Directions for this task
Output the data below exactly, without images.

Collected material
------------------------------
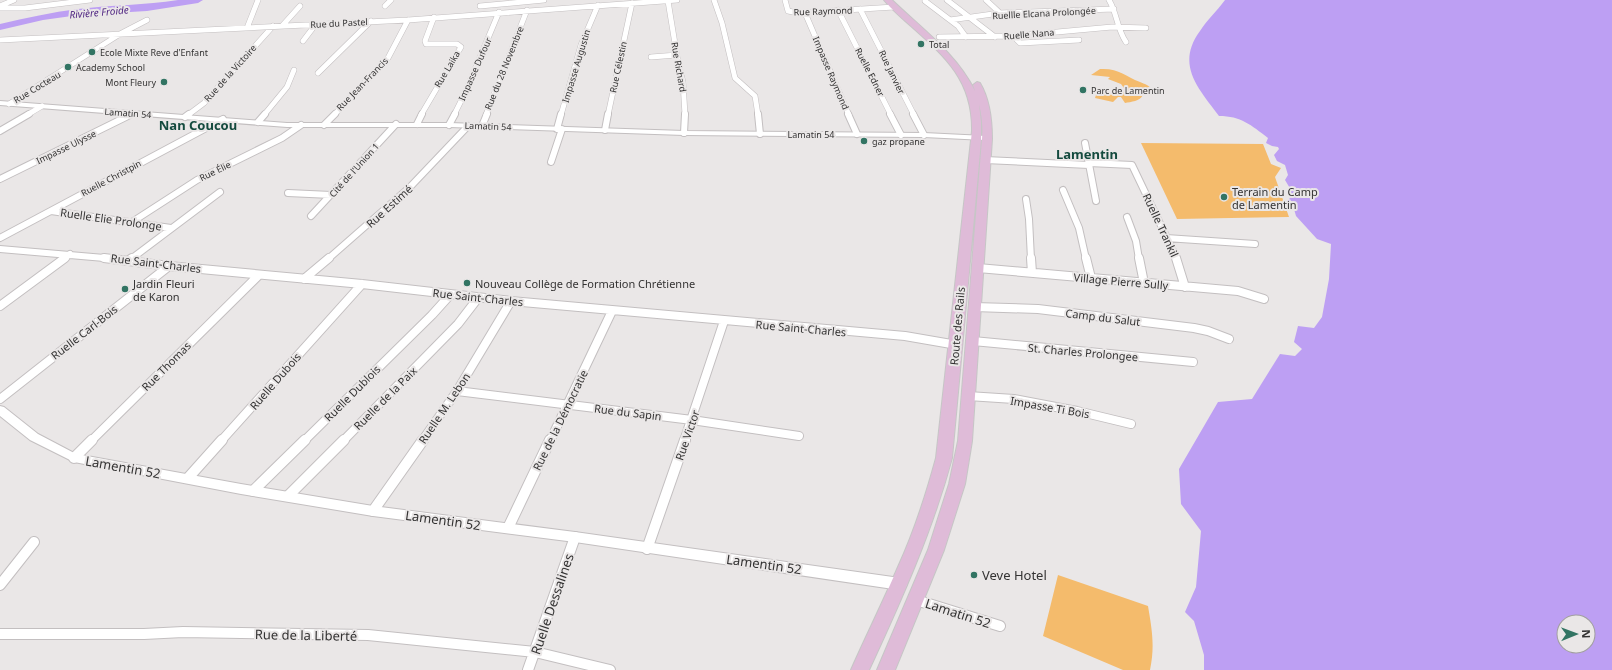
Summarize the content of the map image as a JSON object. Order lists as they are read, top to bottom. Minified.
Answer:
{"streets":{"main road":["Route des Rails"],"street":["Rue Raymond","Ruellle Elcana Prolongée","Rue du Pastel","Ruelle Nana","Impasse Augustin","Rue Célestin","Rue Richard","Rue du 28 Novembre","Rue Laika","Impasse Dufour","Ruelle Edner","Rue Janvier","Rue de la Victoire","Impasse Raymond","Rue Jean-Francis","Rue Cocteau","Lamatin 54","Impasse Ulysse","Cité de l'Union 1","Rue Élie","Ruelle Christpin","Rue Estimé","Ruelle Elie Prolonge","Ruelle Trankil","Rue Saint-Charles","Village Pierre Sully","Camp du Salut","Ruelle Carl-Bois","St. Charles Prolongee","Rue Thomas","Ruelle Dubois","Ruelle Dublois","Ruelle de la Paix","Impasse Ti Bois","Ruelle M. Lebon","Rue du Sapin","Rue de la Démocratie","Rue Victor","Lamentin 52","Ruelle Dessalines","Lamatin 52","Rue de la Liberté"]},"crossings":[["Rue Raymond","Ruelle Edner"],["Rue Raymond","Rue Janvier"],["Rue Raymond","Impasse Raymond"],["Rue Raymond","Route des Rails"],["Rue du Pastel","Impasse Augustin"],["Rue du Pastel","Rue Célestin"],["Rue du Pastel","Rue Richard"],["Rue du Pastel","Rue du 28 Novembre"],["Rue du Pastel","Rue Laika"],["Rue du Pastel","Impasse Dufour"],["Rue du Pastel","Rue de la Victoire"],["Rue du Pastel","Rue Jean-Francis"],["Rue du Pastel","Rue Cocteau"],["Ruelle Nana","Route des Rails"],["Impasse Augustin","Lamatin 54"],["Rue Célestin","Lamatin 54"],["Rue Richard","Lamatin 54"],["Rue du 28 Novembre","Lamatin 54"],["Rue Laika","Lamatin 54"],["Impasse Dufour","Lamatin 54"],["Ruelle Edner","Lamatin 54"],["Rue Janvier","Lamatin 54"],["Rue de la Victoire","Lamatin 54"],["Impasse Raymond","Lamatin 54"],["Rue Jean-Francis","Lamatin 54"],["Rue Cocteau","Lamatin 54"],["Lamatin 54","Impasse Ulysse"],["Lamatin 54","Cité de l'Union 1"],["Lamatin 54","Rue Élie"],["Lamatin 54","Ruelle Christpin"],["Lamatin 54","Rue Estimé"],["Lamatin 54","Route des Rails"],["Rue Élie","Ruelle Elie Prolonge"],["Ruelle Christpin","Ruelle Elie Prolonge"],["Rue Estimé","Rue Saint-Charles"],["Ruelle Trankil","Village Pierre Sully"],["Rue Saint-Charles","Route des Rails"],["Rue Saint-Charles","Ruelle Carl-Bois"],["Rue Saint-Charles","Rue Thomas"],["Rue Saint-Charles","Ruelle Dubois"],["Rue Saint-Charles","Ruelle Dublois"],["Rue Saint-Charles","Ruelle de la Paix"],["Rue Saint-Charles","Ruelle M. Lebon"],["Rue Saint-Charles","Rue de la Démocratie"],["Rue Saint-Charles","Rue Victor"],["Village Pierre Sully","Route des Rails"],["Camp du Salut","Route des Rails"],["Route des Rails","St. Charles Prolongee"],["Route des Rails","Impasse Ti Bois"],["Route des Rails","Lamentin 52"],["Route des Rails","Lamatin 52"],["Rue Thomas","Lamentin 52"],["Ruelle Dubois","Lamentin 52"],["Ruelle Dublois","Lamentin 52"],["Ruelle de la Paix","Lamentin 52"],["Ruelle M. Lebon","Rue du Sapin"],["Ruelle M. Lebon","Lamentin 52"],["Rue du Sapin","Rue de la Démocratie"],["Rue du Sapin","Rue Victor"],["Rue de la Démocratie","Lamentin 52"],["Rue Victor","Lamentin 52"],["Lamentin 52","Ruelle Dessalines"],["Ruelle Dessalines","Rue de la Liberté"]],"districts":["Nan Coucou","Lamentin"],"water":["Rivière Froide"],"places":["Total","Ecole Mixte Reve d'Enfant","Academy School","Mont Fleury","Parc de Lamentin","gaz propane","Terrain du Camp de Lamentin","Nouveau Collège de Formation Chrétienne","Jardin Fleuri de Karon","Veve Hotel"],"north":"right"}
------------------------------
Answer
Summarize the content of the map image as a JSON object. Order lists as they are read, top to bottom. Minified.
Answer:
{"streets":{"main road":["Route des Rails"],"street":["Rue Raymond","Ruellle Elcana Prolongée","Rue du Pastel","Ruelle Nana","Impasse Augustin","Rue Célestin","Rue Richard","Rue du 28 Novembre","Rue Laika","Impasse Dufour","Ruelle Edner","Rue Janvier","Rue de la Victoire","Impasse Raymond","Rue Jean-Francis","Rue Cocteau","Lamatin 54","Impasse Ulysse","Cité de l'Union 1","Rue Élie","Ruelle Christpin","Rue Estimé","Ruelle Elie Prolonge","Ruelle Trankil","Rue Saint-Charles","Village Pierre Sully","Camp du Salut","Ruelle Carl-Bois","St. Charles Prolongee","Rue Thomas","Ruelle Dubois","Ruelle Dublois","Ruelle de la Paix","Impasse Ti Bois","Ruelle M. Lebon","Rue du Sapin","Rue de la Démocratie","Rue Victor","Lamentin 52","Ruelle Dessalines","Lamatin 52","Rue de la Liberté"]},"crossings":[["Rue Raymond","Ruelle Edner"],["Rue Raymond","Rue Janvier"],["Rue Raymond","Impasse Raymond"],["Rue Raymond","Route des Rails"],["Rue du Pastel","Impasse Augustin"],["Rue du Pastel","Rue Célestin"],["Rue du Pastel","Rue Richard"],["Rue du Pastel","Rue du 28 Novembre"],["Rue du Pastel","Rue Laika"],["Rue du Pastel","Impasse Dufour"],["Rue du Pastel","Rue de la Victoire"],["Rue du Pastel","Rue Jean-Francis"],["Rue du Pastel","Rue Cocteau"],["Ruelle Nana","Route des Rails"],["Impasse Augustin","Lamatin 54"],["Rue Célestin","Lamatin 54"],["Rue Richard","Lamatin 54"],["Rue du 28 Novembre","Lamatin 54"],["Rue Laika","Lamatin 54"],["Impasse Dufour","Lamatin 54"],["Ruelle Edner","Lamatin 54"],["Rue Janvier","Lamatin 54"],["Rue de la Victoire","Lamatin 54"],["Impasse Raymond","Lamatin 54"],["Rue Jean-Francis","Lamatin 54"],["Rue Cocteau","Lamatin 54"],["Lamatin 54","Impasse Ulysse"],["Lamatin 54","Cité de l'Union 1"],["Lamatin 54","Rue Élie"],["Lamatin 54","Ruelle Christpin"],["Lamatin 54","Rue Estimé"],["Lamatin 54","Route des Rails"],["Rue Élie","Ruelle Elie Prolonge"],["Ruelle Christpin","Ruelle Elie Prolonge"],["Rue Estimé","Rue Saint-Charles"],["Ruelle Trankil","Village Pierre Sully"],["Rue Saint-Charles","Route des Rails"],["Rue Saint-Charles","Ruelle Carl-Bois"],["Rue Saint-Charles","Rue Thomas"],["Rue Saint-Charles","Ruelle Dubois"],["Rue Saint-Charles","Ruelle Dublois"],["Rue Saint-Charles","Ruelle de la Paix"],["Rue Saint-Charles","Ruelle M. Lebon"],["Rue Saint-Charles","Rue de la Démocratie"],["Rue Saint-Charles","Rue Victor"],["Village Pierre Sully","Route des Rails"],["Camp du Salut","Route des Rails"],["Route des Rails","St. Charles Prolongee"],["Route des Rails","Impasse Ti Bois"],["Route des Rails","Lamentin 52"],["Route des Rails","Lamatin 52"],["Rue Thomas","Lamentin 52"],["Ruelle Dubois","Lamentin 52"],["Ruelle Dublois","Lamentin 52"],["Ruelle de la Paix","Lamentin 52"],["Ruelle M. Lebon","Rue du Sapin"],["Ruelle M. Lebon","Lamentin 52"],["Rue du Sapin","Rue de la Démocratie"],["Rue du Sapin","Rue Victor"],["Rue de la Démocratie","Lamentin 52"],["Rue Victor","Lamentin 52"],["Lamentin 52","Ruelle Dessalines"],["Ruelle Dessalines","Rue de la Liberté"]],"districts":["Nan Coucou","Lamentin"],"water":["Rivière Froide"],"places":["Total","Ecole Mixte Reve d'Enfant","Academy School","Mont Fleury","Parc de Lamentin","gaz propane","Terrain du Camp de Lamentin","Nouveau Collège de Formation Chrétienne","Jardin Fleuri de Karon","Veve Hotel"],"north":"right"}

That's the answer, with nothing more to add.